Required action: Please set down, unchanged, the line containing "Parse the map" and all the lines that follow it until the data below ends.

——

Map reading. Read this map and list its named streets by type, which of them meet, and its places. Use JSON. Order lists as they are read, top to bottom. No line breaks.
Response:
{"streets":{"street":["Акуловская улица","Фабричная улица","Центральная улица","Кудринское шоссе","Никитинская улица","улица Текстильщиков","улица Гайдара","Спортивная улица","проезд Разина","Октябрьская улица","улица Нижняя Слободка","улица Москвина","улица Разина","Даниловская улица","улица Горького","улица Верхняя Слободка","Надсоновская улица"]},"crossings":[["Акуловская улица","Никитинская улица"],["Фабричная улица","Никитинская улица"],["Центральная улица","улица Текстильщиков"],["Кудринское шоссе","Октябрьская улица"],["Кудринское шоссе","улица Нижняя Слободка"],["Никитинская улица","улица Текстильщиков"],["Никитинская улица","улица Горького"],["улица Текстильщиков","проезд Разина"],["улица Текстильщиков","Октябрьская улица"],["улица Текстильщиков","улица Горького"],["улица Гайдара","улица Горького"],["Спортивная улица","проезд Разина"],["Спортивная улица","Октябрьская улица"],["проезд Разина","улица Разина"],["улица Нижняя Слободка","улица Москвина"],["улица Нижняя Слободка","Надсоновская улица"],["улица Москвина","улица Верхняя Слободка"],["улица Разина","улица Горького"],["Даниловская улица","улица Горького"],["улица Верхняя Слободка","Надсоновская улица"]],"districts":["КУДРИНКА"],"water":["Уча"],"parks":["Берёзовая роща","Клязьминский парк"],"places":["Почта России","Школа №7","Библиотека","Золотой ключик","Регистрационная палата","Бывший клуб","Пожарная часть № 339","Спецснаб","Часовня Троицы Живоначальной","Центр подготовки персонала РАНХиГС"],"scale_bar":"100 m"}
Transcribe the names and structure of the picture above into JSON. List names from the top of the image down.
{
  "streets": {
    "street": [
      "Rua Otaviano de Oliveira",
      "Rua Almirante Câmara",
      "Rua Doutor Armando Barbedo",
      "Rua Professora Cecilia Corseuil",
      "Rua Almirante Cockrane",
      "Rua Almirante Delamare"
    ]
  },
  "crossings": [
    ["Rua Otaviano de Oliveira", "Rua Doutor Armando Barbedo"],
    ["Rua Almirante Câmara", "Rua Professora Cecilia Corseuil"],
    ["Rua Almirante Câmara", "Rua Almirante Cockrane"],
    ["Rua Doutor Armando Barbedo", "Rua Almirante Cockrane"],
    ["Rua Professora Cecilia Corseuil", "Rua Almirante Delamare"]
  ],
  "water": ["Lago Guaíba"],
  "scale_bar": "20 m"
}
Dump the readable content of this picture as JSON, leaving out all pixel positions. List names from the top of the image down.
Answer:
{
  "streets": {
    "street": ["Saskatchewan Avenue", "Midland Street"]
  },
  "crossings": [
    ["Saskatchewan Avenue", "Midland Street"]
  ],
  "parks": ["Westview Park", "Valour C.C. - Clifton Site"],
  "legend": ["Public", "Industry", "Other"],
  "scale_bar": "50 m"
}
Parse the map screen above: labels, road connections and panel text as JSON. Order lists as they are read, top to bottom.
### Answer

——

Task result:
Parse the map screen above: labels, road connections and panel text as JSON. Order lists as they are read, top to bottom.
### Answer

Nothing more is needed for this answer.